« C’est le jour de la remise des diplômes de mon petit-fils, » ai-je annoncé à ma femme depuis la cuisine, un torchon sur l’épaule, pendant qu’elle préparait les mojitos pour la famille. Elle a souri sans lever les yeux, habituée à mes mille projets. Moi, j’ai enfilé ma chemise propre, celle que je garde pour les grandes occasions, et j’ai pris la route vers Bordeaux, le cœur léger, comme si je roulais vers une victoire personnelle. Mon petit-fils Grégoire, vingt-deux ans, diplômé en ingénierie, sortait de l’université avec un avenir tout tracé.

Je me suis rappelé la première fois qu’il avait marché, ses petites mains accrochées à mes doigts, puis ses années de fac, les nuits à réviser, les appels où il me disait « Papy, je gère ». Aujourd’hui, il était là, en costume, souriant devant le bâtiment moderne aux vitres teintées, entouré de BMW et de Mercedes garées en rang d’oignons. J’ai cherché une place, comme toujours, et j’ai fini par me garer un peu loin, sur un bout de trottoir près d’un platane. Pas grave.
J’ai marché vers l’entrée, la sueur au front malgré le matin frais, et j’ai vu ma fille Isabelle qui m’attendait, les bras croisés, avec ce regard que je connais trop bien. « Papa, t’es encore en retard, » a-t-elle lancé, mi-figue mi-raisin. J’ai ri, j’ai embrassé tout le monde, et je suis entré dans l’amphithéâtre bondé. Le directeur a appelé les noms un par un.
« Grégoire Martin, ingénierie informatique, mention très bien. » J’ai applaudi plus fort que tout le monde, les larmes aux yeux, pendant que Grégoire montait sur scène, son diplôme à la main, fier comme un coq. Ma femme m’a serré le bras, mes autres petits-enfants criaient, et j’ai senti que tout ce que j’avais fait dans ma vie — les tuyaux soudés, les nuits à réparer des chaudières, les heures passées à l’atelier — avait enfin un sens. Après la cérémonie, on est allés au restaurant, un endroit italien que ma fille avait réservé depuis des semaines.
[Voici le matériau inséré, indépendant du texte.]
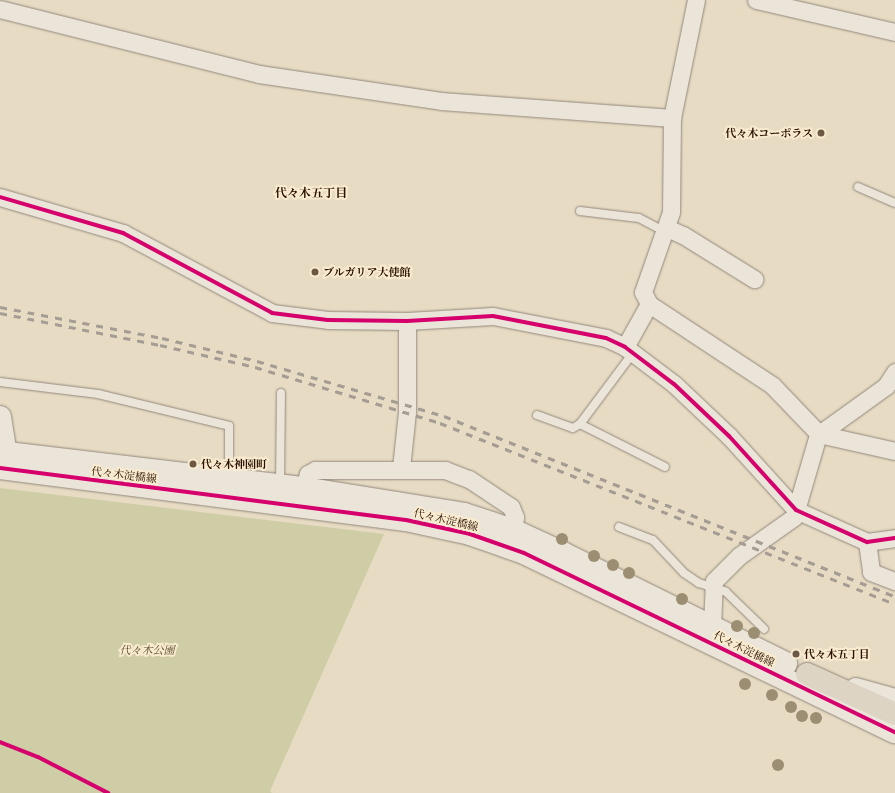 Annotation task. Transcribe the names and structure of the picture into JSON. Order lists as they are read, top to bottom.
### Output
{
  "streets": {
    "street": ["代々木淀橋線"]
  },
  "districts": ["代々木五丁目"],
  "parks": ["代々木公園"],
  "places": [
    "代々木コーポラス",
    "ブルガリア大使館",
    "代々木神園町",
    "代々木五丁目"
  ]
} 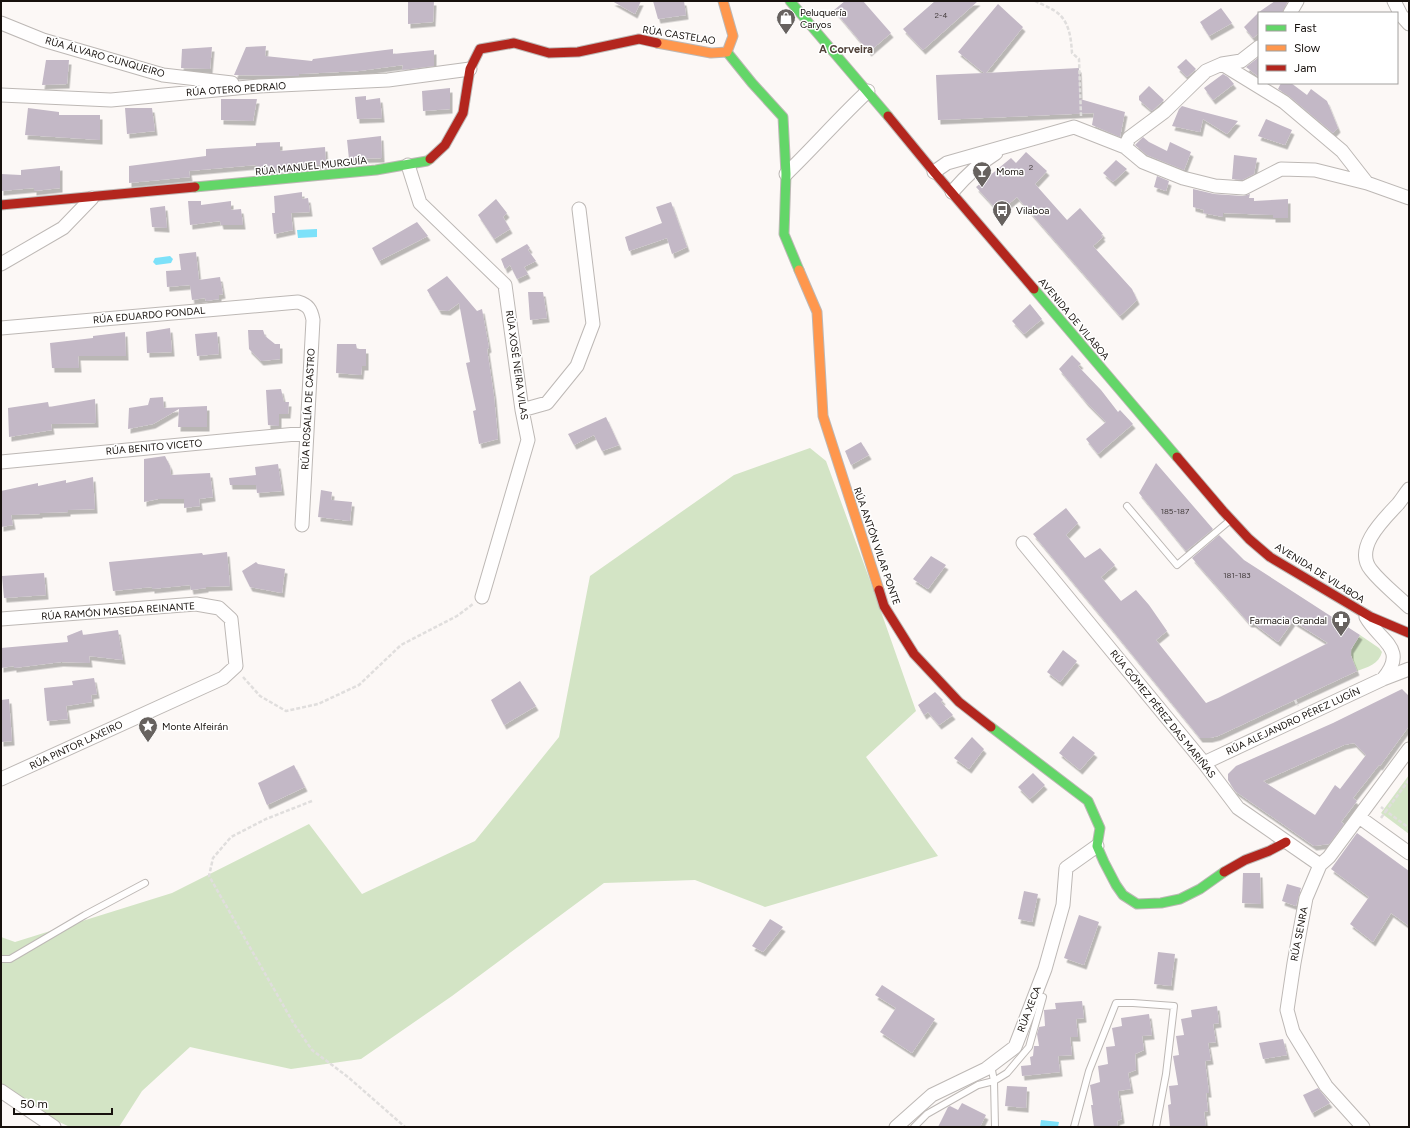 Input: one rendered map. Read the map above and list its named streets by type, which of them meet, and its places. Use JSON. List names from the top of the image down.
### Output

Les tables étaient couvertes de nappes blanches, les verres remplis de limonade pour les enfants, et l’odeur de la pizza flottait dans l’air. Grégoire s’est assis à côté de moi, et il m’a dit : « Papy, sans toi, je n’y serais jamais arrivé. » J’ai failli pleurer dans mon assiette, alors j’ai pris une grande gorgée de vin rouge pour me donner une contenance. Mais à la fin du repas, Isabelle s’est levée, a tapé sur son verre, et a annoncé que Grégoire partait travailler à Paris, dans une grande entreprise de conseil.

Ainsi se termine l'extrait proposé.